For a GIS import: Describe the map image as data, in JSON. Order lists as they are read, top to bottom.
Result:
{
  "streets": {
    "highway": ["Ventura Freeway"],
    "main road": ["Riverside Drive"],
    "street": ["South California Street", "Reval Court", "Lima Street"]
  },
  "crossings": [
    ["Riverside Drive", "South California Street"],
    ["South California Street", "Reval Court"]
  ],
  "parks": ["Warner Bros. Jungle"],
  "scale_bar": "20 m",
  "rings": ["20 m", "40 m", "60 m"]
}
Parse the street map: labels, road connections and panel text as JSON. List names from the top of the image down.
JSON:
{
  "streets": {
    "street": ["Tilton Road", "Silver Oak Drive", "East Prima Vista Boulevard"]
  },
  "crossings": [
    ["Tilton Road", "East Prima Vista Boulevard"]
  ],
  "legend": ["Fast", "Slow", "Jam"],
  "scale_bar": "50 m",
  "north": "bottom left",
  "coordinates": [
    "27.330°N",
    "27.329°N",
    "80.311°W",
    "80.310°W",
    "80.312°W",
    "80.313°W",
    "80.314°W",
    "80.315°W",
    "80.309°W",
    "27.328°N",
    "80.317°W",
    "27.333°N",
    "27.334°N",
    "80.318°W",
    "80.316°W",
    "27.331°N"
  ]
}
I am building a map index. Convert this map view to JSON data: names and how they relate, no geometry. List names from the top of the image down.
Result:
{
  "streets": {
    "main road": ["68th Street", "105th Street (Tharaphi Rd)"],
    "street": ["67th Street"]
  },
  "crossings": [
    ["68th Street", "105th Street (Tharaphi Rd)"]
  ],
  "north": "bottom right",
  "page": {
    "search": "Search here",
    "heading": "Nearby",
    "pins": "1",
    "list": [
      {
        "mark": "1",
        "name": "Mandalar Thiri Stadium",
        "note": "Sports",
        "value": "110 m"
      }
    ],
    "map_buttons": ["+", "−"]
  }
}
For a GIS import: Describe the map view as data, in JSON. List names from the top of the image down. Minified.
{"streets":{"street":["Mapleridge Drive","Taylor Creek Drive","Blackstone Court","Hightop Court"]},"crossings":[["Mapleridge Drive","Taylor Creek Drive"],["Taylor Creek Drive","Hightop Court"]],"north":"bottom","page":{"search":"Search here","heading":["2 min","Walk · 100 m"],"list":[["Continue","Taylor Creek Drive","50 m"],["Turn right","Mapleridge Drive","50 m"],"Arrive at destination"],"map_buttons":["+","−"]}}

++++

WHAT IS BEING ASKED: Each line above that carries the string "they" has to be returned.

FINISHED EXERCISE:
For a GIS import: Describe the map image as data, in JSON. Order lists as they are read, top to bottom.
I am building a map index. Convert this map view to JSON data: names and how they relate, no geometry. List names from the top of the image down.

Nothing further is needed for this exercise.